Reputation: 8652
Was reading Joel Spolsky's 'The Absolute Minimum' about character encoding. It is my understanding that ASCII is a Code-point + Encoding scheme, and in modern times, we use Unicode as the Code-point scheme and UTF-8 as the Encoding scheme. Is this correct?
Upvotes: 74
Views: 123059
Reputation: 15
Unicode and ASCII are both Codepoints + Encoding scheme
Unicode(UTF-8) is a superset of ASCII as its backward compatible with ASCII.
Conversion and Representation(in binary/hexadecimal) of String:
Unicode(UTF-8) supports 1,112,064 valid character codepoints(covers most of the graphemes from different languages)

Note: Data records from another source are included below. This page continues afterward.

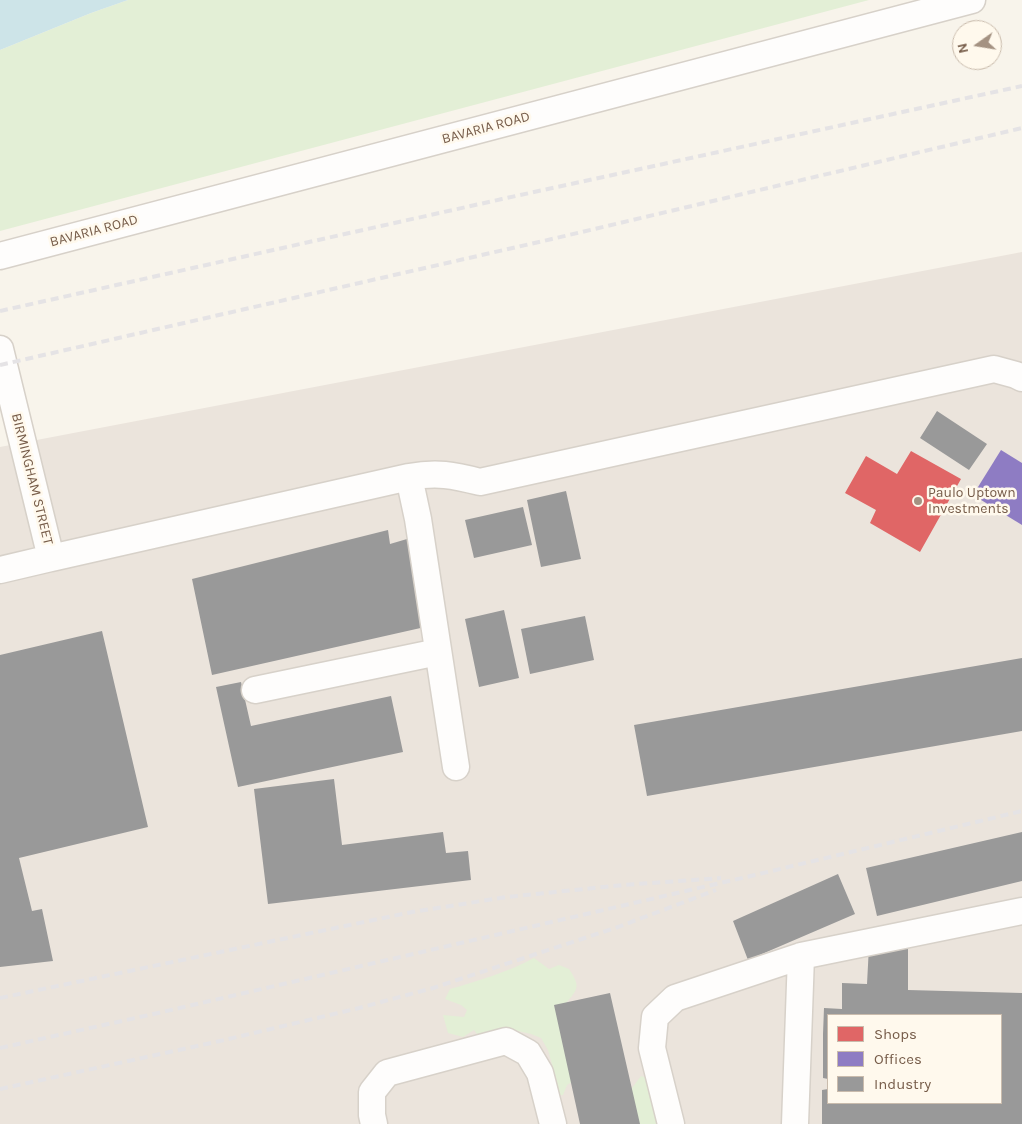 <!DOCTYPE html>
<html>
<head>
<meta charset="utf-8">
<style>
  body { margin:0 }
  #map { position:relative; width:1022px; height:1124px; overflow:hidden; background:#f8f4eb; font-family:Karla,sans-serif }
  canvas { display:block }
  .legend { position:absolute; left:827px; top:1014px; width:175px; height:90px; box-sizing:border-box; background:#fff9ed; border:1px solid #c9bbac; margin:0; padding:6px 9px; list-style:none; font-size:15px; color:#775d4a }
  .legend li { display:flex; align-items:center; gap:10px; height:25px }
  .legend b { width:25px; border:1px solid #c9bbac }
  .north { position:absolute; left:952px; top:20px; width:50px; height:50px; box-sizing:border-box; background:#fff9ed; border:1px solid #c9bbac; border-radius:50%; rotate:257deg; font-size:14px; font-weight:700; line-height:20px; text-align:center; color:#775d4a }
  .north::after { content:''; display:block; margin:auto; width:18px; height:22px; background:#a49282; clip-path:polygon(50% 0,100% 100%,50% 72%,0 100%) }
</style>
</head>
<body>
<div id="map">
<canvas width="1022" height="1124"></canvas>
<ul class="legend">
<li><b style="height:14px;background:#e06666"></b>Shops</li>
<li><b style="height:14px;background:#8e7cc3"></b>Offices</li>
<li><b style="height:14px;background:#999"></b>Industry</li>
</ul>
<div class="north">N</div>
</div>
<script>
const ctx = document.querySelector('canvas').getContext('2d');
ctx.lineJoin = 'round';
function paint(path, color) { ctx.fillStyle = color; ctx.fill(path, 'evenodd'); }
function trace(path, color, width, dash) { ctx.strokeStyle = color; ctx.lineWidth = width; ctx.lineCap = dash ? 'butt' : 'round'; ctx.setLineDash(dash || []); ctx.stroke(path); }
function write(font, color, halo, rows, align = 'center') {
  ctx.font = font + ' Karla,sans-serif'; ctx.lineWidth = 5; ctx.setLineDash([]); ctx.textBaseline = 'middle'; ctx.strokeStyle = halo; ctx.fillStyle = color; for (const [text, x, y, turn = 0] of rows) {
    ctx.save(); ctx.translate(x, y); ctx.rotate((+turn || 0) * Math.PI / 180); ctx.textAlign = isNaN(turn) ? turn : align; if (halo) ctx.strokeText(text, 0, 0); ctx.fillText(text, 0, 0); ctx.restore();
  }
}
paint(new Path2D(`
  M1022,252V1124H0V447ZM828,1015H1001V1103H828Z`), '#ebe4dc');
paint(new Path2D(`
  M128,0H869L0,231V50L91,13Z
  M534,958L549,969L559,965L569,969C580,986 579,988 566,1003L575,1080L567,1085L563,1095L553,1096L548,1076L553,1068L548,1050L541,1038L531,1034L518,1031L508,1027L507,1037L480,1038L474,1030L463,1037L448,1033L443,1015L464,1017L467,1010L461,1005L445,999L450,989C478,981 508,972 534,958Z
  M641,1076L654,1080L673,1106L681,1108L685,1124H616L632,1088Z`), '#e3efd6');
paint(new Path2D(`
  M0,0H128L91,13L0,50Z`), '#cde4e8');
paint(new Path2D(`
  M911,451L961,479L920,552L870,523L876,510L845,493L866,456L897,474Z`), '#e06666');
paint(new Path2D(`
  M1001,450L1022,463V525L973,495Z`), '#8e7cc3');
paint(new Path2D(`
  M937,411L987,444L969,470L920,438Z
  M566,491L581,559L541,567L527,500Z
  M523,507L532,545L474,558L465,520Z
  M388,530L390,544L407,539L425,627L212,675L192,579Z
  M504,610L519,678L479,687L465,619Z
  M585,616L594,660L530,674L521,629Z
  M102,631L148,827L19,858L32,911L42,909L53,961L0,967V655Z
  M1022,658V731L647,796L634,725Z
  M241,682L251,726L391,696L403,752L238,787L216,687Z
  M334,779L342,845L443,832L446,853L468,851L471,880L268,904L254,789Z
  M1022,832V881L877,916L866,868Z
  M838,874L855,914L748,960L733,921Z
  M869,946L908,948V990L1022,993V1124H822V1090L828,1089V1103H1001V1015H828V1079L823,1078V1034L824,1008L842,1009V983L867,984Z
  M610,993L640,1124H580L554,1005Z`), '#999');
const minor = new Path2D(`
  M0,256L972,0
  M0,349L51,558L0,570
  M409,477C437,472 453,475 480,482L994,369L1016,375L1022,378
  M51,558L409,477L418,519L456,767
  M255,690L438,652
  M374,1124L372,1115V1092L387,1073L506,1041L528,1053L540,1073L553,1124
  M671,1124L652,1048L655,1017L675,998L801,956L1022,911
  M795,1124L801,956`);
trace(minor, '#d7d1c9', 29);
trace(minor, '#fefdfc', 26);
trace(new Path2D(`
  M0,311L502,199L1022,86
  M0,365L552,239L1022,128
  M0,998L412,912L507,897L623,885L721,878
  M0,1048L158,1013L755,875L1022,811
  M0,1089L220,1041L359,1008L433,988L618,927L716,890`), '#e5e3e5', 4, [8, 5]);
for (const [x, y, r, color] of [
  [918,501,5,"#a49282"]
]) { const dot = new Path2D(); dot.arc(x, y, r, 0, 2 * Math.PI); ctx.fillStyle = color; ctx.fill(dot); trace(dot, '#fff9ed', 2); }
write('14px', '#775d4a', '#fff9ed', [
  ["BAVARIA ROAD",486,128,-15],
  ["BAVARIA ROAD",94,231,-15],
  ["BIRMINGHAM STREET",32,479,76]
]);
write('14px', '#775d4a', '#fff9ed', [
  ["Paulo Uptown",928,493],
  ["Investments",928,509]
], 'left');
</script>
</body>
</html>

ASCII supports 128 character codepoints(mostly english)
Upvotes: 1
Reputation: 201508
Yes, except that UTF-8 is an encoding scheme. Other encoding schemes include UTF-16 (with two different byte orders) and UTF-32. (For some confusion, a UTF-16 scheme is called “Unicode” in Microsoft software.)
And, to be exact, the American National Standard that defines ASCII specifies a collection of characters and their coding as 7-bit quantities, without specifying a particular transfer encoding in terms of bytes. In the past, it was used in different ways, e.g. so that five ASCII characters were packed into one 36-bit storage unit or so that 8-bit bytes used the extra bytes for checking purposes (parity bit) or for transfer control. But nowadays ASCII is used so that one ASCII character is encoded as one 8-bit byte with the first bit set to zero. This is the de facto standard encoding scheme and implied in a large number of specifications, but strictly speaking not part of the ASCII standard.
Upvotes: 51
Reputation: 595319
In modern times, ASCII is now a subset of UTF-8, not its own scheme. UTF-8 is backwards compatible with ASCII.